Fehler aus »Kindertagen«
Analyse der Gründung Israels

Die erste Auflage des Textes „Die ersten Israelis – Die Anfänge des jüdischen Staates“ erschien bereits 1986. Dennoch ist diese Neuauflage noch immer brandaktuell und hochbrisant, weil sie sich mit den Problemen, Handlungen und Fehlern beschäftigt, die während der „Kindertage“ des jüdischen Staates auftraten beziehungsweise begangen wurden. Dabei setzt sich der jüdische Publizist und Historiker Tom Segev sehr kritisch mit Israels Geschichte auseinander. Als Quellen dienten ihm amtliche Dokumente aus Staats- und Zentralarchiven, der Israelischen Armee oder der Ben-Gurion-Stiftung.

Vier Themenbereiche prägen das Buch.
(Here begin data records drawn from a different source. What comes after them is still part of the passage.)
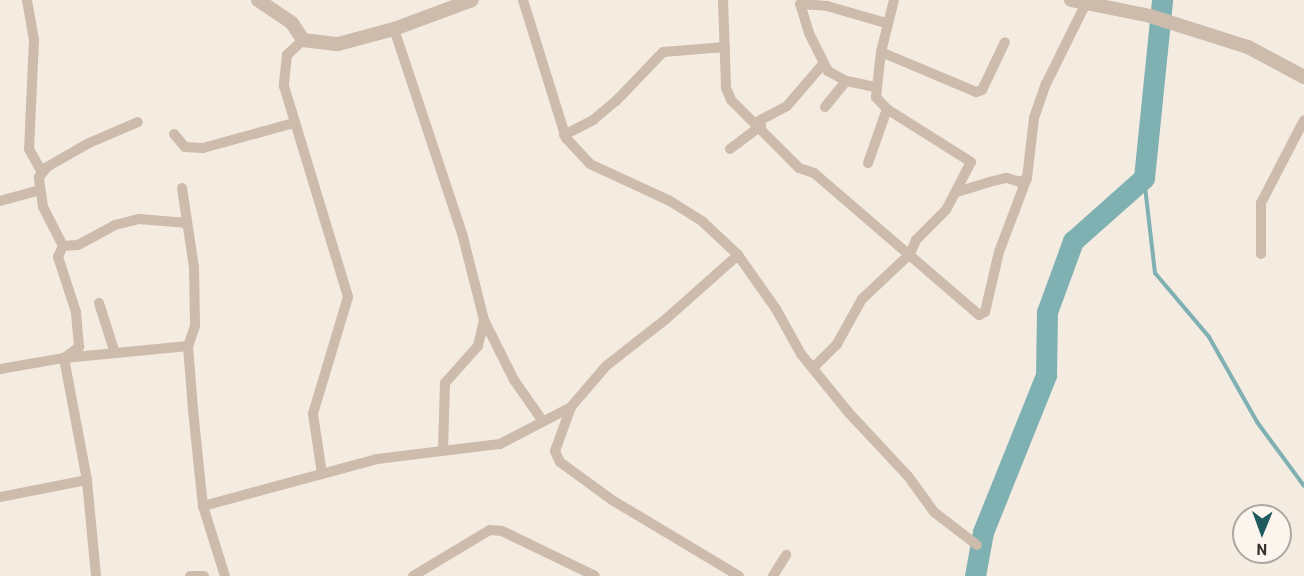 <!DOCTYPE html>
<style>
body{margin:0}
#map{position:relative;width:1304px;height:576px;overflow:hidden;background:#f4ebe1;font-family:Barlow,sans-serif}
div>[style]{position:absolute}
.stream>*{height:4px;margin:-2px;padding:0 2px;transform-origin:2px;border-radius:2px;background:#7fb0b2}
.river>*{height:21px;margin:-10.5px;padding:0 10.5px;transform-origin:10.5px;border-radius:10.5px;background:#7fb0b2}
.minor>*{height:10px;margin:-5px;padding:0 5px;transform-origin:5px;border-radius:5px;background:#cdbbac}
.tertiary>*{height:14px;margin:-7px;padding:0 7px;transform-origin:7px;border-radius:7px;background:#cdbbac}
span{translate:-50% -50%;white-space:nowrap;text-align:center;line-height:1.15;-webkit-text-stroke:5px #fbf5ee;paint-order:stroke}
.north{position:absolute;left:1232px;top:504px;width:60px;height:60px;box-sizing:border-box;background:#fbf5ee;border:2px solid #aea6a0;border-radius:50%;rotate:181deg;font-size:16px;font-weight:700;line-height:24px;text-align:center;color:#3b302b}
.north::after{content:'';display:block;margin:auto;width:21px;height:27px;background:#1f5a5e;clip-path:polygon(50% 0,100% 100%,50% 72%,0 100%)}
</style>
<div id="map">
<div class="stream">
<div style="left:1144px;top:178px;width:96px;rotate:83.4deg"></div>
<div style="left:1155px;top:273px;width:84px;rotate:49.8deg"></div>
<div style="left:1209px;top:337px;width:98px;rotate:60.5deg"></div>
<div style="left:1257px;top:422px;width:79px;rotate:53.7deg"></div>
</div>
<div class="river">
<div style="left:975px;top:576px;width:45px;rotate:-79.7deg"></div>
<div style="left:983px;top:532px;width:169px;rotate:-68.1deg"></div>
<div style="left:1046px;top:375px;width:63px;rotate:-89.1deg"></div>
<div style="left:1047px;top:312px;width:76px;rotate:-69.9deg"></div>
<div style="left:1073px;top:241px;width:95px;rotate:-41.6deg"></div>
<div style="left:1144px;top:178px;width:179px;rotate:-84.2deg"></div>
</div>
<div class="minor">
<div style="left:27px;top:0;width:41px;rotate:80.1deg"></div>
<div style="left:34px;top:40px;width:109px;rotate:92.6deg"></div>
<div style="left:29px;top:149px;width:26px;rotate:61deg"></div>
<div style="left:523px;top:0;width:145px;rotate:72.7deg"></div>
<div style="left:566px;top:138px;width:35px;rotate:47deg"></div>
<div style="left:590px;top:164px;width:88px;rotate:24.8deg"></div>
<div style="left:670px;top:201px;width:39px;rotate:32deg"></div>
<div style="left:703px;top:222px;width:48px;rotate:43.3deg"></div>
<div style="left:738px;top:255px;width:66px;rotate:54.9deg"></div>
<div style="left:776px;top:309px;width:51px;rotate:60.9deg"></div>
<div style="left:801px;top:354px;width:76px;rotate:50.9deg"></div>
<div style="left:849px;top:413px;width:86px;rotate:46.9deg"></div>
<div style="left:908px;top:476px;width:44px;rotate:54.2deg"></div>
<div style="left:934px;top:512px;width:54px;rotate:37.5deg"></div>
<div style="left:723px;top:0;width:88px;rotate:88deg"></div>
<div style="left:726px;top:88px;width:13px;rotate:67deg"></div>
<div style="left:731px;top:100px;width:96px;rotate:45deg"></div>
<div style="left:799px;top:168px;width:16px;rotate:18deg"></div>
<div style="left:814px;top:173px;width:218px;rotate:40.7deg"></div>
<div style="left:979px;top:315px;width:7px;rotate:-27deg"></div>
<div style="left:985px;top:312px;width:62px;rotate:-76.9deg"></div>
<div style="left:999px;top:252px;width:79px;rotate:-69.3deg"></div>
<div style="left:1027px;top:178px;width:60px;rotate:-83.3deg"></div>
<div style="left:1034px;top:118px;width:36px;rotate:-71deg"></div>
<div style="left:1046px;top:84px;width:90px;rotate:-63.7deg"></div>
<div style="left:394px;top:29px;width:219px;rotate:71.6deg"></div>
<div style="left:463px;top:237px;width:86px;rotate:75.8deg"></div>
<div style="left:484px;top:320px;width:67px;rotate:63.4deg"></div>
<div style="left:514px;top:380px;width:49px;rotate:55deg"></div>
<div style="left:303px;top:40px;width:22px;rotate:137deg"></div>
<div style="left:287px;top:55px;width:31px;rotate:96deg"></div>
<div style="left:284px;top:86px;width:220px;rotate:73.1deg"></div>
<div style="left:348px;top:297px;width:122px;rotate:106.7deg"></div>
<div style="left:313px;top:414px;width:61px;rotate:81.5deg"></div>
<div style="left:881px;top:52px;width:103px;rotate:22.8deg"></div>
<div style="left:976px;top:92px;width:6px;rotate:-18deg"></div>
<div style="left:982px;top:90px;width:53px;rotate:-64.4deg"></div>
<div style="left:875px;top:87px;width:30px;rotate:-168deg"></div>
<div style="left:846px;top:81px;width:21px;rotate:-151deg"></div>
<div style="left:828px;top:71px;width:42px;rotate:-116.6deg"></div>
<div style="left:809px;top:33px;width:30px;rotate:-107deg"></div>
<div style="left:800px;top:4px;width:27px;rotate:4deg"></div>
<div style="left:827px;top:6px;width:61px;rotate:16.1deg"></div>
<div style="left:825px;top:107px;width:33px;rotate:-51deg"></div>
<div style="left:755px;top:123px;width:36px;rotate:-28deg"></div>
<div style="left:787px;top:106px;width:55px;rotate:-49.4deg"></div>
<div style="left:174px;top:134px;width:17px;rotate:50deg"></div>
<div style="left:185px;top:147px;width:18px;rotate:3deg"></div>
<div style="left:203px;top:148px;width:94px;rotate:-15.4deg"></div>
<div style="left:564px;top:135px;width:33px;rotate:-27deg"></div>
<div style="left:593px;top:120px;width:30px;rotate:-40deg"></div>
<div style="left:616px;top:101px;width:68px;rotate:-46.2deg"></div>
<div style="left:663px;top:52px;width:62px;rotate:-4.6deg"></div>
<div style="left:730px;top:149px;width:39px;rotate:-37deg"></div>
<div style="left:868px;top:163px;width:57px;rotate:-70.6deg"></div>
<div style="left:182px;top:188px;width:80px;rotate:81.4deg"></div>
<div style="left:194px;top:267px;width:59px;rotate:89deg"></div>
<div style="left:195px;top:326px;width:21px;rotate:109deg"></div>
<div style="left:188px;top:346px;width:64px;rotate:85.5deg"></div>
<div style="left:193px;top:410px;width:97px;rotate:84.1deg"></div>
<div style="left:203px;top:506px;width:73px;rotate:72.6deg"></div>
<div style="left:957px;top:192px;width:34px;rotate:-17deg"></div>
<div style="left:989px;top:182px;width:18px;rotate:-13deg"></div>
<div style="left:1007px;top:178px;width:14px;rotate:17deg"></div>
<div style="left:1020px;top:182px;width:8px;rotate:-30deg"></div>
<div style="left:0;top:201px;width:41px;rotate:-15.4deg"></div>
<div style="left:63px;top:246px;width:15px;rotate:-4deg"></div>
<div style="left:78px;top:245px;width:42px;rotate:-28.4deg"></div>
<div style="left:115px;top:225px;width:25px;rotate:-14deg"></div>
<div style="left:139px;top:219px;width:48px;rotate:4.8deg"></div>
<div style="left:1261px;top:254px;width:51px;rotate:-90deg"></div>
<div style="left:1261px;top:203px;width:93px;rotate:-62.6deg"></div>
<div style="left:738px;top:255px;width:96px;rotate:138.4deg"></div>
<div style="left:666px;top:319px;width:76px;rotate:141.9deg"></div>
<div style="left:606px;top:366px;width:54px;rotate:130.5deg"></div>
<div style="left:571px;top:407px;width:47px;rotate:110deg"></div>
<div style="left:555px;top:451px;width:12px;rotate:66deg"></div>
<div style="left:560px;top:462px;width:64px;rotate:36.2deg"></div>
<div style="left:612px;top:500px;width:148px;rotate:30.9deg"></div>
<div style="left:99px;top:303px;width:52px;rotate:72.3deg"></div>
<div style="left:814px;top:367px;width:33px;rotate:-45deg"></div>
<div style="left:837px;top:344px;width:51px;rotate:-60.9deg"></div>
<div style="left:862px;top:299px;width:66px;rotate:-43.2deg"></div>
<div style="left:910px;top:254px;width:15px;rotate:-67deg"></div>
<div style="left:916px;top:240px;width:42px;rotate:-45deg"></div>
<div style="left:946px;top:210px;width:54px;rotate:-62.5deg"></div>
<div style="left:971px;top:162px;width:99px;rotate:-147.8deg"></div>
<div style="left:887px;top:109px;width:16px;rotate:-133deg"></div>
<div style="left:876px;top:97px;width:45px;rotate:-83.7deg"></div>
<div style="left:881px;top:52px;width:54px;rotate:-76deg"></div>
<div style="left:0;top:369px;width:65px;rotate:-9.8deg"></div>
<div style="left:64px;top:358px;width:125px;rotate:-5.5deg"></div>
<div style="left:443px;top:450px;width:67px;rotate:-88.3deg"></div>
<div style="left:445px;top:383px;width:50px;rotate:-48.3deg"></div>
<div style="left:478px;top:346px;width:27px;rotate:-77deg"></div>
<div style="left:0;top:497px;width:89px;rotate:-11.1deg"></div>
<div style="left:203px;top:506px;width:180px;rotate:-15.1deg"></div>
<div style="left:377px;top:459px;width:124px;rotate:-7deg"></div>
<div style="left:500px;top:444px;width:80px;rotate:-27.5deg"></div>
<div style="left:96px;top:576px;width:96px;rotate:-95.4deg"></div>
<div style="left:87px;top:480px;width:124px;rotate:-100.7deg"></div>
<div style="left:64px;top:358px;width:19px;rotate:-36deg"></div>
<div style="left:79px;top:347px;width:35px;rotate:-95deg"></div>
<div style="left:76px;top:312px;width:58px;rotate:-108.1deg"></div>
<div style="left:58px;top:257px;width:12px;rotate:-66deg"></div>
<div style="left:63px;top:246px;width:44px;rotate:-117.1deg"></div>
<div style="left:43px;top:207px;width:30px;rotate:-98deg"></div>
<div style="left:39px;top:177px;width:13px;rotate:-51deg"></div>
<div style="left:47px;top:167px;width:48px;rotate:-29.7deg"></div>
<div style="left:89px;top:143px;width:53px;rotate:-23.2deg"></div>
<div style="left:190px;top:576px;width:14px"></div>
<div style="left:413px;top:576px;width:90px;rotate:-30.9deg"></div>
<div style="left:490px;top:530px;width:12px;rotate:5deg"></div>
<div style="left:502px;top:531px;width:103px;rotate:25.8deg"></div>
<div style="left:773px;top:576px;width:25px;rotate:-58deg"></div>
</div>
<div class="tertiary">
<div style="left:258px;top:0;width:41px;rotate:34.1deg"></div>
<div style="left:292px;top:23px;width:20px;rotate:57deg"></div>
<div style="left:303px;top:40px;width:35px;rotate:7deg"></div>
<div style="left:338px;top:44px;width:58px;rotate:-15deg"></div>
<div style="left:394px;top:29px;width:83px;rotate:-20.4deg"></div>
<div style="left:1071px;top:0;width:81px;rotate:11.4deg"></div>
<div style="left:1150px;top:16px;width:103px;rotate:17.6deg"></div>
<div style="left:1248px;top:47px;width:64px;rotate:28.2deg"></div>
</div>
<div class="north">N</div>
</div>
Den Beziehungen zwischen Arabern und Israelis geht der erste Teil nach, der besonders das militärische Handeln in den Fokus stellt – die Vertreibung vieler Araber aus ihrer Heimat, Krieg um Landstriche, Friedensverhandlungen oder Waffenstillstand, Schikane gegenüber den Arabern, aber auch gegen Israelis.

Der zweite Teil widmet sich dem „Menschenkapital“ als militärischer und als wirtschaftlicher Zweck. Spannungen zwischen den Israelis der ersten Stunde und den Neuankömmlingen, der Mossad, die Landverteilung und das unterschiedliche „Menschenmaterial“ werden thematisiert. Kritik, „ob es richtig war, eine Million Dollar auszugeben, um zusätzliche Einwanderer ins Land zu holen, anstatt mit dem Geld das Schicksal derjenigen zu verbessern, die bereits im Land waren und in Lagern lebten“, wurde vermieden, zeigt aber ein grundsätzliches Problem: Es gab keinen erprobten Königsweg für die Neugründung eines (zionistischen) Staates. Primären Zielen wurde der Vorrang gewährt, ohne dabei auf Nachhaltigkeit zu achten; Lobbyarbeit verschlimmert die Situation.
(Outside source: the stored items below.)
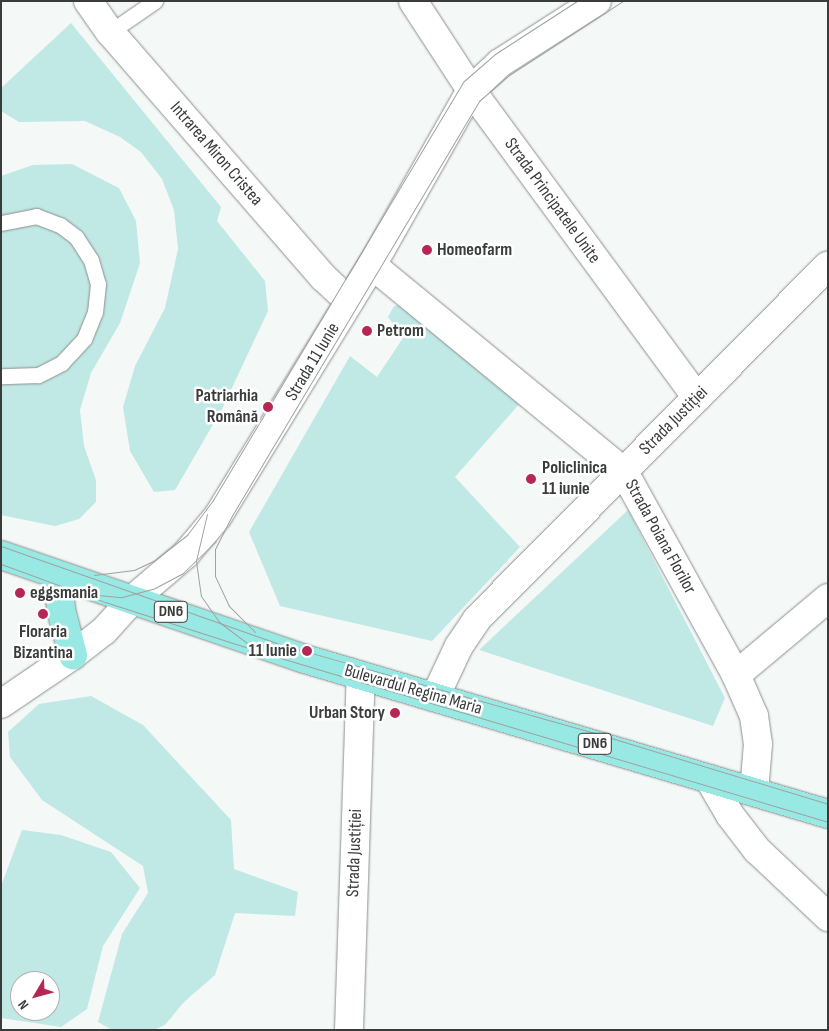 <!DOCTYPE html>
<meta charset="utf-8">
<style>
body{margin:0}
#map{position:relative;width:829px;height:1031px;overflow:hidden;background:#f4f8f7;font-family:"Sofia Sans Condensed",sans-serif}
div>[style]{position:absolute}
.green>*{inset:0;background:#c0e9e5}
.roads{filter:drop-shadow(0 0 1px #8c908f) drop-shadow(0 0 1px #8c908f)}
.service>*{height:15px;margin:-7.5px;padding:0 7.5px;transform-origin:7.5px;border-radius:7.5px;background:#fff}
.minor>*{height:28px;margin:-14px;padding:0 14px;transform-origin:14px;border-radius:14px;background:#fff}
.tertiary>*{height:28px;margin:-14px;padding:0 14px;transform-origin:14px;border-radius:14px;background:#fff}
.primary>*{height:28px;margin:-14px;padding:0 14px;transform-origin:14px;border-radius:14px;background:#98e9e3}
.tram>*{height:1px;margin:-0.5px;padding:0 0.5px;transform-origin:0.5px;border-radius:0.5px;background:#9fa2a1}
.dots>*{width:14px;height:14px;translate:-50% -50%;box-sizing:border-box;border:2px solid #fff;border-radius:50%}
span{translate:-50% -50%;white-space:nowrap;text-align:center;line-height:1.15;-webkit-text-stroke:5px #fff;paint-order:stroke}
.shield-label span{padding:1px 4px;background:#fff;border:1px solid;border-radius:4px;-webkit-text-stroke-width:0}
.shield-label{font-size:16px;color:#3a3b3b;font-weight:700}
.street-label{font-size:18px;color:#3a3b3b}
.poi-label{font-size:18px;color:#3a3b3b;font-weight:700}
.left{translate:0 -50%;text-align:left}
.right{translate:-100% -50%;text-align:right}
.frame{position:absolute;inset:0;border:2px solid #3a3b3b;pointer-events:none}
.north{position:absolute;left:10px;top:971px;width:50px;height:50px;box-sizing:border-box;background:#fff;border:1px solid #b0b1b1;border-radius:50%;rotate:233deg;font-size:14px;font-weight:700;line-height:20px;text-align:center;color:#3a3b3b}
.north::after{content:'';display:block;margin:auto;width:18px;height:22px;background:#b72753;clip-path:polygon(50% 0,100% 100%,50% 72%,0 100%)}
</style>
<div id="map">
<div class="green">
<div style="clip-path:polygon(71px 23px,221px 207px,217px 221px,265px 281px,268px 311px,222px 409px,175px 490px,154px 492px,130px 451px,123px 407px,135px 366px,165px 308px,178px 249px,174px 210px,162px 179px,141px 152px,120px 137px,85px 121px,19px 122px,1px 111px,1px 88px)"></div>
<div style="clip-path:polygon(72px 164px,119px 188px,136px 221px,140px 263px,120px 323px,91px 373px,80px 410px,84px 446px,96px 480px,96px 502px,79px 519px,55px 526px,1px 515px,1px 176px,33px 165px)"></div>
<div style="clip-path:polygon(407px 304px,521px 402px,455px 477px,520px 547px,432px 641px,280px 606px,249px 532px,350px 356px,377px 377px,403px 338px,388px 317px,394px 306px)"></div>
<div style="clip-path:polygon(628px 510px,725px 698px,713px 726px,479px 650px)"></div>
<div style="clip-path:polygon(91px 696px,143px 725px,231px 820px,234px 869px,298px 892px,295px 916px,235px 913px,215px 975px,184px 1002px,165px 1025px,153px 1030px,112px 1030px,98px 1022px,122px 934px,148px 893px,143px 866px,42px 800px,10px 757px,8px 732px,39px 704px)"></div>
<div style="clip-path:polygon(evenodd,22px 830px,61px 835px,111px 852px,140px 888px,103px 946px,87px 1009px,61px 1027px,1px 1018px,1px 886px,22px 830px,20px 981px,50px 981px,50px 1011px,20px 1011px,20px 981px)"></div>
</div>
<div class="roads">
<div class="service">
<div style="left:110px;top:32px;width:55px;rotate:-34.6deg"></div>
<div style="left:1px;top:223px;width:36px;rotate:-11deg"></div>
<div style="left:36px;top:216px;width:26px;rotate:21deg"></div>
<div style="left:60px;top:225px;width:20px;rotate:37deg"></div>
<div style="left:76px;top:237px;width:27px;rotate:57deg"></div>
<div style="left:91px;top:260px;width:25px;rotate:74deg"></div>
<div style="left:98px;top:284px;width:28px;rotate:96deg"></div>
<div style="left:95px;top:312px;width:29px;rotate:112deg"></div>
<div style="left:84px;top:339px;width:33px;rotate:133deg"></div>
<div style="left:62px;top:363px;width:27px;rotate:153deg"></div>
<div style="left:38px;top:375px;width:37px;rotate:178deg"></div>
</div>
<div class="minor">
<div style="left:88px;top:1px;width:38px;rotate:55deg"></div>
<div style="left:110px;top:32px;width:325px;rotate:49deg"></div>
<div style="left:323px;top:277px;width:35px;rotate:43deg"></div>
<div style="left:413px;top:1px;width:106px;rotate:56.9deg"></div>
<div style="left:471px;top:90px;width:382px;rotate:53.7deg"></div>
<div style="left:372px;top:265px;width:326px;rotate:39.4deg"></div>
<div style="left:624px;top:472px;width:232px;rotate:61.1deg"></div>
<div style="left:736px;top:675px;width:45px;rotate:66.3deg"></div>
<div style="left:754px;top:716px;width:28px;rotate:82deg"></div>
<div style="left:758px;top:744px;width:48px;rotate:94.8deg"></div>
<div style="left:736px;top:675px;width:120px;rotate:-39.9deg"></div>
<div style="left:435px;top:697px;width:56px;rotate:-64.8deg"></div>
<div style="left:459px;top:646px;width:32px;rotate:-56deg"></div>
<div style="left:477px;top:619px;width:498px;rotate:-45.2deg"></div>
<div style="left:1px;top:704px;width:87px;rotate:-34.2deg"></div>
<div style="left:73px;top:655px;width:39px;rotate:-38deg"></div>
<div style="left:104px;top:631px;width:42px;rotate:-47.9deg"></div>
<div style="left:709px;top:779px;width:42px;rotate:59.7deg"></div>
<div style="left:730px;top:815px;width:44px;rotate:52.4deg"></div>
<div style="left:757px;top:850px;width:98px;rotate:43.3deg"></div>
<div style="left:349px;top:1030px;width:354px;rotate:-88.1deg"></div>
</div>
<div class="tertiary">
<div style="left:132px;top:600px;width:71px;rotate:-40.4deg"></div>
<div style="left:186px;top:554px;width:50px;rotate:-49.9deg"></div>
<div style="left:218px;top:516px;width:294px;rotate:-58.5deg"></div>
<div style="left:372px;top:265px;width:201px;rotate:-60.5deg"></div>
<div style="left:471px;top:90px;width:40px;rotate:-43deg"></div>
<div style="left:500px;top:63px;width:115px;rotate:-32.6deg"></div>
</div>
<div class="primary">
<div style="left:1px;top:555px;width:321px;rotate:18.9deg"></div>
<div style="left:305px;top:659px;width:545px;rotate:16.51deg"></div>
<div style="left:57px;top:575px;width:35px;rotate:83deg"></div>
<div style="left:61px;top:610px;width:47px;rotate:75.1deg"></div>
</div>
</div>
<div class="tram">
<div style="left:207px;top:514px;width:48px;rotate:103.2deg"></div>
<div style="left:196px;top:561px;width:35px;rotate:82deg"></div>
<div style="left:201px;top:596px;width:32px;rotate:55deg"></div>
<div style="left:219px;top:622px;width:39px;rotate:37deg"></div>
<div style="left:1px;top:546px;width:292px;rotate:19.4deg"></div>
<div style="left:276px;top:643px;width:335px;rotate:15.8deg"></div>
<div style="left:598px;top:734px;width:240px;rotate:16.9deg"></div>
<div style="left:1px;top:564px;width:111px;rotate:20.1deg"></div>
<div style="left:105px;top:602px;width:167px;rotate:17.8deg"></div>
<div style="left:264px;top:653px;width:589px;rotate:16.68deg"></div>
<div style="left:94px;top:575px;width:40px;rotate:-7.1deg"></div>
<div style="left:134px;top:570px;width:23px;rotate:-25deg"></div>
<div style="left:155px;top:560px;width:41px;rotate:-38deg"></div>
<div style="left:187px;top:535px;width:44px;rotate:-53.4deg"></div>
<div style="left:213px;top:500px;width:488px;rotate:-59.1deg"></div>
<div style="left:464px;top:81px;width:41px;rotate:-41.1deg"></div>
<div style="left:495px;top:54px;width:98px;rotate:-32.9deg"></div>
<div style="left:97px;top:595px;width:25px;rotate:5deg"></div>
<div style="left:122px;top:597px;width:34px;rotate:-15deg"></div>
<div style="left:155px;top:588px;width:32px;rotate:-28deg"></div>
<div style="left:183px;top:573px;width:46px;rotate:-44.1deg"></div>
<div style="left:255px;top:632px;width:37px;rotate:-135deg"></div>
<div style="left:229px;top:606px;width:33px;rotate:-115deg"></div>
<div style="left:215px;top:576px;width:27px;rotate:-90deg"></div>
<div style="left:215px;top:549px;width:39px;rotate:-63deg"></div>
<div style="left:233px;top:514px;width:481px;rotate:-59.2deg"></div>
<div style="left:479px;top:101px;width:40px;rotate:-41deg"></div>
<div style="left:509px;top:75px;width:136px;rotate:-33deg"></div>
</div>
<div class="dots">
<div style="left:427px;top:250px;background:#b72753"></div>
<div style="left:367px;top:331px;background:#b72753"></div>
<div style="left:268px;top:407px;background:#b72753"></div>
<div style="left:531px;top:479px;background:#b72753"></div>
<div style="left:20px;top:593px;background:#b72753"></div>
<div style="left:43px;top:614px;background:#b72753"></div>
<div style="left:307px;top:651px;background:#b72753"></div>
<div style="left:395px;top:713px;background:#b72753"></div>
</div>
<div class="shield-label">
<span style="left:171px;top:612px">DN6</span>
<span style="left:595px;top:744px">DN6</span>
</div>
<div class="street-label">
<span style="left:216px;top:154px;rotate:49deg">Intrarea Miron Cristea</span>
<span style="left:552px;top:201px;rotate:54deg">Strada Principatele Unite</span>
<span style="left:313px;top:362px;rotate:-59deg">Strada 11 Iunie</span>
<span style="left:674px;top:421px;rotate:-45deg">Strada Justiției</span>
<span style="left:660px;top:537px;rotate:61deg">Strada Poiana Florilor</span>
<span style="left:413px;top:690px;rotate:16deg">Bulevardul Regina Maria</span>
<span style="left:355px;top:853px;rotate:-88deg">Strada Justiției</span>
</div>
<div class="poi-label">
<span class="left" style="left:437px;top:250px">Homeofarm</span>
<span class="left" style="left:377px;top:331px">Petrom</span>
<span class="right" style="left:258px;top:407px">Patriarhia<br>Română</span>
<span class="left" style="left:542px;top:479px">Policlinica<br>11 iunie</span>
<span class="left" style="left:30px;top:593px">eggsmania</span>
<span style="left:43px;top:643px">Floraria<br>Bizantina</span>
<span class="right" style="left:297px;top:651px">11 Iunie</span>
<span class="right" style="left:385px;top:713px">Urban Story</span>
</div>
<div class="frame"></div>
<div class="north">N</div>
</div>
Der dritte Teil problematisiert das Verhältnis zwischen Orthodoxen und Säkularen besonders eindrücklich am Schulsystem, aber auch an Gewaltausschreitungen bei Sabbatverstößen.

Mit dem heute vorrangigen Problem beschäftigt sich der vierte Teil: Menschen aus aller Welt mit den unterschiedlichsten Gebräuchen, Traditionen und Eigenheiten, mit den verschiedensten Biographien und Vorstellungen treffen in Israel aufeinander. Dazu kommen noch politisch initiierte Ungerechtigkeit, unterschiedliche Bodenqualitäten und Militärgewalt. All diese Menschen mit ihren Hoffnungen und Wünschen sollen sich in kürzester Zeit zu einer homogenen Nation entwickeln, wobei selbst der Nationalgedanke nicht ausgereift ist, Hilfe von außen aufgrund von Spionageverdacht oft abgelehnt wird und vieles sich erst im Nachhinein „kristallisiert“.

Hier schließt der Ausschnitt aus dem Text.